- **How to complete this task**:
The line holding "1px #d0d5e5) drop-shadow(0" is the last one to output; start at the first line of the data, keep every line in between exactly, and leave out pictures.

Data section Block Start

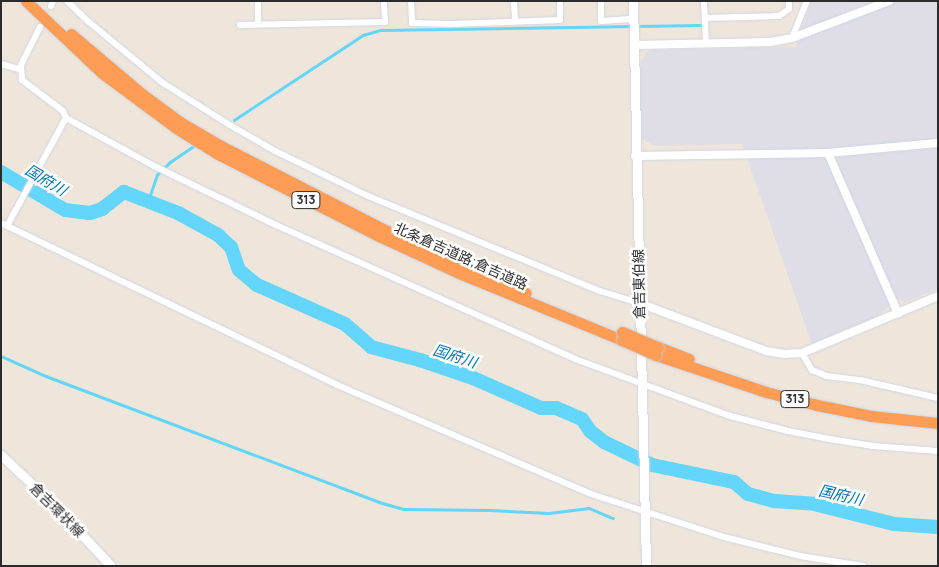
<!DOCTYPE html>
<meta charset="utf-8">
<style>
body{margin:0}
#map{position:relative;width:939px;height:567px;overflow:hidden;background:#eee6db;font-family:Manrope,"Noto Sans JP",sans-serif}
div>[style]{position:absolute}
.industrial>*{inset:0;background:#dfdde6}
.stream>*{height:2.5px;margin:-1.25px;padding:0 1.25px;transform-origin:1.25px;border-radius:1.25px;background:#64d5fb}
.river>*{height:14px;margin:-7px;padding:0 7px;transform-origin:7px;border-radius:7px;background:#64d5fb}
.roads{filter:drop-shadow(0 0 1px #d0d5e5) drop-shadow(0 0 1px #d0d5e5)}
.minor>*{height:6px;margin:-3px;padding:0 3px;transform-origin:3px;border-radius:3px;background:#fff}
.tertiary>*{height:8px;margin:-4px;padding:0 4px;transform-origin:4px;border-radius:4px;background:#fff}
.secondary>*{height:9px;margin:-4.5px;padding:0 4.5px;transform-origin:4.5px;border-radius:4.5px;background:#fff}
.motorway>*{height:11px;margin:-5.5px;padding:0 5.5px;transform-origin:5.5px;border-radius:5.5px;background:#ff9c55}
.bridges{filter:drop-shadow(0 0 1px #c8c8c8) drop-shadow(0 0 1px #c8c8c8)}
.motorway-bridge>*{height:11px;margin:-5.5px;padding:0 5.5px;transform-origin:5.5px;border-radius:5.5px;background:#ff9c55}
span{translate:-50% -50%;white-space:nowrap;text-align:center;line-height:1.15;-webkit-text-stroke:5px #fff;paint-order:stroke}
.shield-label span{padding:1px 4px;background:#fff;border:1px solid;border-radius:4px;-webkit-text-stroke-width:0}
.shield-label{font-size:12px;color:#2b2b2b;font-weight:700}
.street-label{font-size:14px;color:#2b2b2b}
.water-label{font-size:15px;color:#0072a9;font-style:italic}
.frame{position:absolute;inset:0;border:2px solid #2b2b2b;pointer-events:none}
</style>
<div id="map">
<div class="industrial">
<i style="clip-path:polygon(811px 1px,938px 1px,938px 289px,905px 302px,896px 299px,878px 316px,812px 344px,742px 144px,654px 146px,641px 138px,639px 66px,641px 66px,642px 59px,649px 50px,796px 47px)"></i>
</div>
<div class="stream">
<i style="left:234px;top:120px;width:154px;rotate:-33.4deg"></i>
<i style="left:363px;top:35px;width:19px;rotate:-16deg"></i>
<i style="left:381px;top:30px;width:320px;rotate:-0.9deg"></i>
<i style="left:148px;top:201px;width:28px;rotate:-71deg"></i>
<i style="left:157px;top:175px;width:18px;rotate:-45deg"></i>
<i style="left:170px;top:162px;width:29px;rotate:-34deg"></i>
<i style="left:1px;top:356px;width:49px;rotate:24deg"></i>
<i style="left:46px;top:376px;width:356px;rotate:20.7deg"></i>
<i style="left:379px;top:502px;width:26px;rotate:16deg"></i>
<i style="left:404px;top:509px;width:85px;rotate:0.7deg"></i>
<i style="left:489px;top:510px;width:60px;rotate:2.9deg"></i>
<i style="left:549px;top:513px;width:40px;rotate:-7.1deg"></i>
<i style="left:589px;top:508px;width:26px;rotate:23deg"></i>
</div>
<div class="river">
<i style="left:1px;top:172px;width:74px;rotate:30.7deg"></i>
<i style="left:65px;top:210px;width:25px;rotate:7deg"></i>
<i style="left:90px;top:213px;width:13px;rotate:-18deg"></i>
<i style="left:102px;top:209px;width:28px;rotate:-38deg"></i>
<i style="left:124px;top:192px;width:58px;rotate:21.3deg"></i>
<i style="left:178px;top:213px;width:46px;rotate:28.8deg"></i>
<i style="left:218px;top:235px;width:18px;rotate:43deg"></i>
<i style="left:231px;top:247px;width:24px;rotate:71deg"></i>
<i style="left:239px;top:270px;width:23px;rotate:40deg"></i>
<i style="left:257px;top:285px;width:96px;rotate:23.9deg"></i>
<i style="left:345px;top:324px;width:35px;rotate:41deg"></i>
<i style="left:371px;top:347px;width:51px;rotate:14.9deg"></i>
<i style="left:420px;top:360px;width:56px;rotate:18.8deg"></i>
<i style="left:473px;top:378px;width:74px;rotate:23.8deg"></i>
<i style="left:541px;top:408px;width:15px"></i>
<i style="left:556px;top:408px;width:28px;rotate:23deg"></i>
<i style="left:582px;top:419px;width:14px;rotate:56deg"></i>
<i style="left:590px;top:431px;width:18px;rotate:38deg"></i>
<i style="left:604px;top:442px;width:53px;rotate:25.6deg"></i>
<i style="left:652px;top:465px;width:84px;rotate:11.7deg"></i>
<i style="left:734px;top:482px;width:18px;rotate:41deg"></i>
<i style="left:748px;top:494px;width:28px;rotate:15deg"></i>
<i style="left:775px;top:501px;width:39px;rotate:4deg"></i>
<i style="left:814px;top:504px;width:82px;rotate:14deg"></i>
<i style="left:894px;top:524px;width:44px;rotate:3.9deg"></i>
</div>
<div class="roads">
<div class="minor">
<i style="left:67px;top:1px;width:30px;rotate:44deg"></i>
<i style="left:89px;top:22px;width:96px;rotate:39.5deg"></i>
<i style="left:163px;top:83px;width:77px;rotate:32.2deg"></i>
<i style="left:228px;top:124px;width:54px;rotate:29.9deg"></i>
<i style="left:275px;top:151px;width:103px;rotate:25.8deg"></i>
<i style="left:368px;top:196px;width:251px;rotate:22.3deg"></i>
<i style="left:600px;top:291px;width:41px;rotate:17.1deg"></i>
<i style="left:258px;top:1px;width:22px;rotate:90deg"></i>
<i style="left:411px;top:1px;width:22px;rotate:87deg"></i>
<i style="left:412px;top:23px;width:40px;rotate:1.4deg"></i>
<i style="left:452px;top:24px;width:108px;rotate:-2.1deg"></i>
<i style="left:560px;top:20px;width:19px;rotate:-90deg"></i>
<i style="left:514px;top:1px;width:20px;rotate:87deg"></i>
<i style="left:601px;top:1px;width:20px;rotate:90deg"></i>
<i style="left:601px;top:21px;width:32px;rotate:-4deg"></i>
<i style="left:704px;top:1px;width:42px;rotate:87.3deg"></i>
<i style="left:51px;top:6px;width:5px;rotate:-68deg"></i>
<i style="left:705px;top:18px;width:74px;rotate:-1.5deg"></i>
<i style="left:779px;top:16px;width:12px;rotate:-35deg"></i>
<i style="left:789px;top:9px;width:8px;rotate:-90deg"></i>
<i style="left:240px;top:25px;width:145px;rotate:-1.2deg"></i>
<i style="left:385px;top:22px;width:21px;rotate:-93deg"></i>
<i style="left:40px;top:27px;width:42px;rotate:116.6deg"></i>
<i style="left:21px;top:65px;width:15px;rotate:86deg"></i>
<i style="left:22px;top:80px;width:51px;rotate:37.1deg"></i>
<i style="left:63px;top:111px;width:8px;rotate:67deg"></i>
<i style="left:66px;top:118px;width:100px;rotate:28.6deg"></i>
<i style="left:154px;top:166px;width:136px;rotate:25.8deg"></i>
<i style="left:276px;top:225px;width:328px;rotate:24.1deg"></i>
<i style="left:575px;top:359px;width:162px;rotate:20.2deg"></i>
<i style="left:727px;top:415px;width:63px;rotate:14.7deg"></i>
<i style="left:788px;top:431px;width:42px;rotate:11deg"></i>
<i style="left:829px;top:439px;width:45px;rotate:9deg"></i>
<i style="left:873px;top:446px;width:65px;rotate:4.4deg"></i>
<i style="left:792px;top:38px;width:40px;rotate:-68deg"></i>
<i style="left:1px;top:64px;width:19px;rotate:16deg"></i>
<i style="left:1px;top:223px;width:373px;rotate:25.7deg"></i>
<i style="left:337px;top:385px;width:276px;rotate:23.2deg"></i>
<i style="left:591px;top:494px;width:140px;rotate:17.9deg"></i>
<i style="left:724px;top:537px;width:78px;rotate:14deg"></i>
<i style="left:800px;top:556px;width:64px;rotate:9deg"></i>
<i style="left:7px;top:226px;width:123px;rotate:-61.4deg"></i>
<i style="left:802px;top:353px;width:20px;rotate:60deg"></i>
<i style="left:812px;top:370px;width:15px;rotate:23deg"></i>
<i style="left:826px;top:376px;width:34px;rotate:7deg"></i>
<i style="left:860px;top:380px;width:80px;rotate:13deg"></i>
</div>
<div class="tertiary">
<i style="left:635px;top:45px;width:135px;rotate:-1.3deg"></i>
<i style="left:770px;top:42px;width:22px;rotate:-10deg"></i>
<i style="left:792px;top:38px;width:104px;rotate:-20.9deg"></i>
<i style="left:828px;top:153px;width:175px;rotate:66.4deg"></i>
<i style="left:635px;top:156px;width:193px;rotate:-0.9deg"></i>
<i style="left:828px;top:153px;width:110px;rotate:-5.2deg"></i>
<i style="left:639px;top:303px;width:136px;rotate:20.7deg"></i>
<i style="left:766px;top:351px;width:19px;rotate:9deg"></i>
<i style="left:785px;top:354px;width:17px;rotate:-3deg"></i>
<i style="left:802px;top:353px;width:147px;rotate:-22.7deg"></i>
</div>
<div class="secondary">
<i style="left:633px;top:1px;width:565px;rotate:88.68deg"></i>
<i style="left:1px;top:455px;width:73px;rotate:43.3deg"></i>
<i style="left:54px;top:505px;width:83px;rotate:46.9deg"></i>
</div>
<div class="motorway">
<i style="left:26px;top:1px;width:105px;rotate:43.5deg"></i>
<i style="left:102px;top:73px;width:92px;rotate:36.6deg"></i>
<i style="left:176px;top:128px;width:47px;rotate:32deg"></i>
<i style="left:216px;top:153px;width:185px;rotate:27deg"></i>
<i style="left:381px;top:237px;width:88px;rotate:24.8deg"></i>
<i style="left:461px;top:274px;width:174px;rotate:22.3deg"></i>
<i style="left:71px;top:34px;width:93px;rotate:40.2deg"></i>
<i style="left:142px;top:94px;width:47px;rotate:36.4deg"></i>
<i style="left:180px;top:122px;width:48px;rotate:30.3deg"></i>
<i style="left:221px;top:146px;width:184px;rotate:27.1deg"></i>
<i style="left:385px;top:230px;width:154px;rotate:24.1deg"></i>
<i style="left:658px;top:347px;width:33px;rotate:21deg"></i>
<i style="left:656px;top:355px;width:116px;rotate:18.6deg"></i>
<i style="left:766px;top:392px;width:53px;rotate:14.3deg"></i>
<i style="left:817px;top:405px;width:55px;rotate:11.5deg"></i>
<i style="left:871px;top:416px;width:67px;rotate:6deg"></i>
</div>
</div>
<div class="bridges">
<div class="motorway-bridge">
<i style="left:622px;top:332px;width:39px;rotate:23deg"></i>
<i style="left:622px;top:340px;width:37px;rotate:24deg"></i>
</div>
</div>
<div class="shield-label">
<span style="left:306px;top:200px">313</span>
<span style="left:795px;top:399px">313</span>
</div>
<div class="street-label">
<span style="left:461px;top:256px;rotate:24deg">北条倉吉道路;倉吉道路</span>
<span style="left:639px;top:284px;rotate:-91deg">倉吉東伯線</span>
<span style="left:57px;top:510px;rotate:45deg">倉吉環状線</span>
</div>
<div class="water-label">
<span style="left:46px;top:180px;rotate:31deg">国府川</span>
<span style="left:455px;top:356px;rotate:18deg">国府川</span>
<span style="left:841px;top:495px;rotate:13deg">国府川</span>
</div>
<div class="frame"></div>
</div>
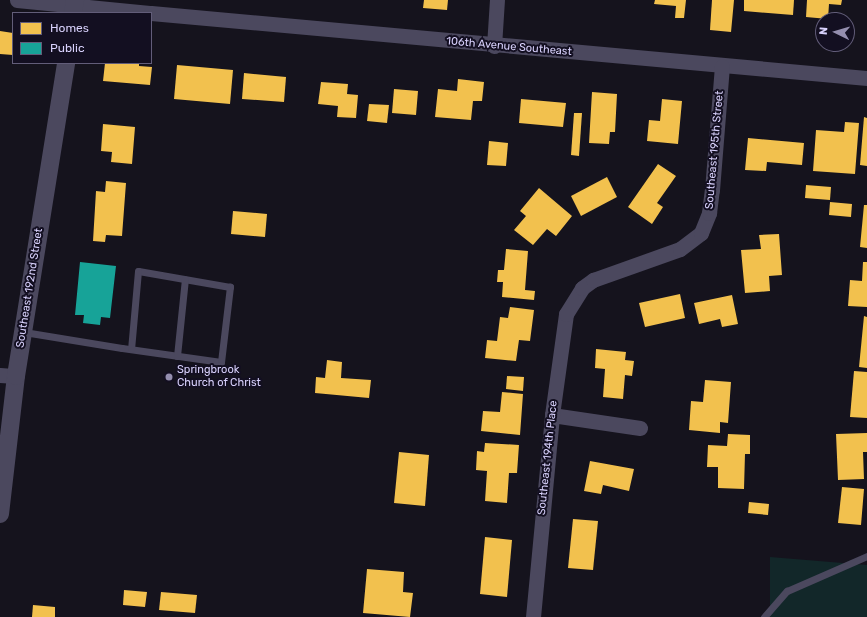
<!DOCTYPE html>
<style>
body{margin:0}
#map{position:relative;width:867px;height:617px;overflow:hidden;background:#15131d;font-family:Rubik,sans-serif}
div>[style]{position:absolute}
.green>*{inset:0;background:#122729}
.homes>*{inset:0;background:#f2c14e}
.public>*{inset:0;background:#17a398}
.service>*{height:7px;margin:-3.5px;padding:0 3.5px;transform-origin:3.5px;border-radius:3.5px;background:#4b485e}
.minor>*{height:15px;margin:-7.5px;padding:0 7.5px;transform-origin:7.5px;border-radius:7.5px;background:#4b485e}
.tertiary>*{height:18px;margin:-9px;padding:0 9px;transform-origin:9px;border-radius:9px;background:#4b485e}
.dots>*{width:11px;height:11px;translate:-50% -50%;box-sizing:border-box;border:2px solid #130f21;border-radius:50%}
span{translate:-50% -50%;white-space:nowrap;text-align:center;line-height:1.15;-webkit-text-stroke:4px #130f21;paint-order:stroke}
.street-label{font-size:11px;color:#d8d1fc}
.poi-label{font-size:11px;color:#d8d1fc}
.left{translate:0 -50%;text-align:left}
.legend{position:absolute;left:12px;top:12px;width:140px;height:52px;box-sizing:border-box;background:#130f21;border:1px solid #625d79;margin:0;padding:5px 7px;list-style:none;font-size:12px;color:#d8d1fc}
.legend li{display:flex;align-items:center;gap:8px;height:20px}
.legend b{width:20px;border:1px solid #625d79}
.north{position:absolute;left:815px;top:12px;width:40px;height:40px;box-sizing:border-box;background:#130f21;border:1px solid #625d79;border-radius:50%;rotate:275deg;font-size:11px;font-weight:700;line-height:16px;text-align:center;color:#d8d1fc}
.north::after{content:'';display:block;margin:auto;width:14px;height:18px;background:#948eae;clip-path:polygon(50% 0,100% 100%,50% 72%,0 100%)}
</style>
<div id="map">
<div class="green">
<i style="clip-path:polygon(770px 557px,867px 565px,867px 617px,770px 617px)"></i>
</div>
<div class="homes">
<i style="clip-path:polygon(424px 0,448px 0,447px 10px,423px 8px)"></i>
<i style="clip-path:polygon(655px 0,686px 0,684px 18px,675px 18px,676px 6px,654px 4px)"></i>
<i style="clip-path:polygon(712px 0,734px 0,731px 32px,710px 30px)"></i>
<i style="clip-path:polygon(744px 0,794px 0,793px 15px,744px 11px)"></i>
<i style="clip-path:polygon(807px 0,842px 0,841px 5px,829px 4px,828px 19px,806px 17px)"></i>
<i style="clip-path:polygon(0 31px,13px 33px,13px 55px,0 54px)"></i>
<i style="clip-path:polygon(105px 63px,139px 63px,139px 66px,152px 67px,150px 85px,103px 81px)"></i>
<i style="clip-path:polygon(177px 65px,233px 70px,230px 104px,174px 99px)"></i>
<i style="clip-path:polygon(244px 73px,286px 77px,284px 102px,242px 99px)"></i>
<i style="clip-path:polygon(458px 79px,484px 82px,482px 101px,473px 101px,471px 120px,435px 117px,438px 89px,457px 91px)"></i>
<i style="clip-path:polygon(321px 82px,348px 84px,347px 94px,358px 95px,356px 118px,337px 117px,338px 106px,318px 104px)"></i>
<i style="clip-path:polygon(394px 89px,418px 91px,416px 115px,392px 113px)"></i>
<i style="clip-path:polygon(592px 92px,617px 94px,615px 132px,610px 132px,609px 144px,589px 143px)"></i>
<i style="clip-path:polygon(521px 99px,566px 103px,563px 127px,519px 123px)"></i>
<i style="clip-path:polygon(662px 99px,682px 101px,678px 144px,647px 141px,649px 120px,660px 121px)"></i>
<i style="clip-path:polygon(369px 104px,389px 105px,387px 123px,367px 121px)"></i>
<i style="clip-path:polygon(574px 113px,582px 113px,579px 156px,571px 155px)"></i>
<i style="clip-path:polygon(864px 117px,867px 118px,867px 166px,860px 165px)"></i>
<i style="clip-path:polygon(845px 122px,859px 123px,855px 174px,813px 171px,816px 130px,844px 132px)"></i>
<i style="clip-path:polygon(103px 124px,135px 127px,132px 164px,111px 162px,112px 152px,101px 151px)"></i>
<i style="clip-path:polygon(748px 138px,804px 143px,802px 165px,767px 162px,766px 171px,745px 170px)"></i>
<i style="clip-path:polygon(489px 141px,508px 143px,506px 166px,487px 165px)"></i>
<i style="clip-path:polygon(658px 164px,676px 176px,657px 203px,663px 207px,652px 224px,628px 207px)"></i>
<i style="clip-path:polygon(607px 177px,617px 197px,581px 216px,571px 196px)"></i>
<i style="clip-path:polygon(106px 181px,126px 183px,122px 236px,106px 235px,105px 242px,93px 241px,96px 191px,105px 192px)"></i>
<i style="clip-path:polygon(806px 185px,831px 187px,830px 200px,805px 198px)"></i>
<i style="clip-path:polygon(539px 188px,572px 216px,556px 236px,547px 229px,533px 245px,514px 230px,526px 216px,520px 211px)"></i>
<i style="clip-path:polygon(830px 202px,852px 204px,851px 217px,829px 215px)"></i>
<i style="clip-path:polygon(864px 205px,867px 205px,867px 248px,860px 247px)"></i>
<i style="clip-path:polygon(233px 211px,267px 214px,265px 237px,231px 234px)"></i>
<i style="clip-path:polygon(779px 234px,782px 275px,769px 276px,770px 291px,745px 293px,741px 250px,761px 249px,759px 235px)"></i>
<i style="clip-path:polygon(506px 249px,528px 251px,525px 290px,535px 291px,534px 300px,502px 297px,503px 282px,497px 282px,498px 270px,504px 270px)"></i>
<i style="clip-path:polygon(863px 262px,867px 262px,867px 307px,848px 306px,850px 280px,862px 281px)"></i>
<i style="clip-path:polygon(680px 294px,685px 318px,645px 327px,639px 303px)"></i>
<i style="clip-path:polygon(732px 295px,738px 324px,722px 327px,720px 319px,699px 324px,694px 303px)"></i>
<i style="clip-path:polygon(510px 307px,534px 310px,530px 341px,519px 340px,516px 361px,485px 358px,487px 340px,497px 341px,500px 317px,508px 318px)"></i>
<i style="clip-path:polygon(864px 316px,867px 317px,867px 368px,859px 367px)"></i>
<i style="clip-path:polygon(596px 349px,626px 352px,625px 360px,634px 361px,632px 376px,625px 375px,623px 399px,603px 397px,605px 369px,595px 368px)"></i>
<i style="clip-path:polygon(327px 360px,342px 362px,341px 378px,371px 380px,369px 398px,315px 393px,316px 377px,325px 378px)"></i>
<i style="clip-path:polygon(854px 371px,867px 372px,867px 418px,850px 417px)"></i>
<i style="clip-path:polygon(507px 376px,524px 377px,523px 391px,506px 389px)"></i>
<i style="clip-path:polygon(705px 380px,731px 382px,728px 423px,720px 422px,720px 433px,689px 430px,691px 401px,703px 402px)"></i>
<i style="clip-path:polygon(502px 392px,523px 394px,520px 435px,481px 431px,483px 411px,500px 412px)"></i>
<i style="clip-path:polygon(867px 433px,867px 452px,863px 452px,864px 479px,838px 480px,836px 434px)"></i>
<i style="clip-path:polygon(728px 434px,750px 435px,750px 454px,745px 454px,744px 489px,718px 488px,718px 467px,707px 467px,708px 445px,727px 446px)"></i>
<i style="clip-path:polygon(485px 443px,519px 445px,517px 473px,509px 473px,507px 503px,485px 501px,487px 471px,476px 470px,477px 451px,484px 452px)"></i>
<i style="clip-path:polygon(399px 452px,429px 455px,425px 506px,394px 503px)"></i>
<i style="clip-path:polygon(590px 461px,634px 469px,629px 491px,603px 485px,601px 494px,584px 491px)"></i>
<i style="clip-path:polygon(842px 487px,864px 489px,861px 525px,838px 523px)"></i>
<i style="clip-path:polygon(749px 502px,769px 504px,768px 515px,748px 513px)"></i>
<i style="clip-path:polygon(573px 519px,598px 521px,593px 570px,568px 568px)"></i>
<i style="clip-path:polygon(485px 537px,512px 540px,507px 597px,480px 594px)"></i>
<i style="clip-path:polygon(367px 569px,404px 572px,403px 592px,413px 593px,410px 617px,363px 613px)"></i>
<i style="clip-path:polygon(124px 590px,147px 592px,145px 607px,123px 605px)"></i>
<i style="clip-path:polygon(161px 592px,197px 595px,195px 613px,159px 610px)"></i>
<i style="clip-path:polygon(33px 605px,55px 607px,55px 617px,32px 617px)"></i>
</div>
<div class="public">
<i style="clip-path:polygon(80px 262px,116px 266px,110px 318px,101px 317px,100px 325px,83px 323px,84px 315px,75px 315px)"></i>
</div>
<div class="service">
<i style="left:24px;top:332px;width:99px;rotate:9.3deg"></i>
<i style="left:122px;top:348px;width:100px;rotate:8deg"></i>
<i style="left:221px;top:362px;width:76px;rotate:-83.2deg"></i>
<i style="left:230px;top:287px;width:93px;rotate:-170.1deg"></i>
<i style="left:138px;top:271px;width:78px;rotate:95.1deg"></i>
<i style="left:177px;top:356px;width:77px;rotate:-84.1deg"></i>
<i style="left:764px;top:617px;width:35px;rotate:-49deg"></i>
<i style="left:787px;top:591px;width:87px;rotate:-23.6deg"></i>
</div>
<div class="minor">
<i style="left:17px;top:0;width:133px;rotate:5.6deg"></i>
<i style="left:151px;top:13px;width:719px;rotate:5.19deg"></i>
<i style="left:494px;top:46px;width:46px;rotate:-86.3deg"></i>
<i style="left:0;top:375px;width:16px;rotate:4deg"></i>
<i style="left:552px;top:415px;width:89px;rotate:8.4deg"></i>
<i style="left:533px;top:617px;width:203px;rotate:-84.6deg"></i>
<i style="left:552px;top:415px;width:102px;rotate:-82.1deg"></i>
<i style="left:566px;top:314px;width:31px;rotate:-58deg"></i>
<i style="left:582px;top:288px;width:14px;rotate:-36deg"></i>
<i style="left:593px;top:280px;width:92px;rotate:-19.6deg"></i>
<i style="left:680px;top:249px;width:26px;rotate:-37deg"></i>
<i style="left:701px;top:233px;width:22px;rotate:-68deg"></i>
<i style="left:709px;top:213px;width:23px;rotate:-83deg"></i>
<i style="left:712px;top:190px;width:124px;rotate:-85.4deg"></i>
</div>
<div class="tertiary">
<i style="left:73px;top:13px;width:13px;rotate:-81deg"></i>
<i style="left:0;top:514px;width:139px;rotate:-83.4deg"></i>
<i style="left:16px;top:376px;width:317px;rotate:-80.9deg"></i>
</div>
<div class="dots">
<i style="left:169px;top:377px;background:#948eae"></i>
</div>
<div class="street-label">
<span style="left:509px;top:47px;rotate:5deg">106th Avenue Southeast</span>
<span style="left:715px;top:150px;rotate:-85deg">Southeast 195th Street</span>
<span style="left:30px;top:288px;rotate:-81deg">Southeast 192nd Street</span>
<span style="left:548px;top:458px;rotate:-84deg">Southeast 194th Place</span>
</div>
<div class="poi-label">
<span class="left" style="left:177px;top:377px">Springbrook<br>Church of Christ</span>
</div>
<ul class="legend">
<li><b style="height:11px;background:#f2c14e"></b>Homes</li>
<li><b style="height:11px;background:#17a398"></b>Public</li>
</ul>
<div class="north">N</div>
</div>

Data section Block End

- **Solution**:
<!DOCTYPE html>
<meta charset="utf-8">
<style>
body{margin:0}
#map{position:relative;width:939px;height:567px;overflow:hidden;background:#eee6db;font-family:Manrope,"Noto Sans JP",sans-serif}
div>[style]{position:absolute}
.industrial>*{inset:0;background:#dfdde6}
.stream>*{height:2.5px;margin:-1.25px;padding:0 1.25px;transform-origin:1.25px;border-radius:1.25px;background:#64d5fb}
.river>*{height:14px;margin:-7px;padding:0 7px;transform-origin:7px;border-radius:7px;background:#64d5fb}
.roads{filter:drop-shadow(0 0 1px #d0d5e5) drop-shadow(0 0 1px #d0d5e5)}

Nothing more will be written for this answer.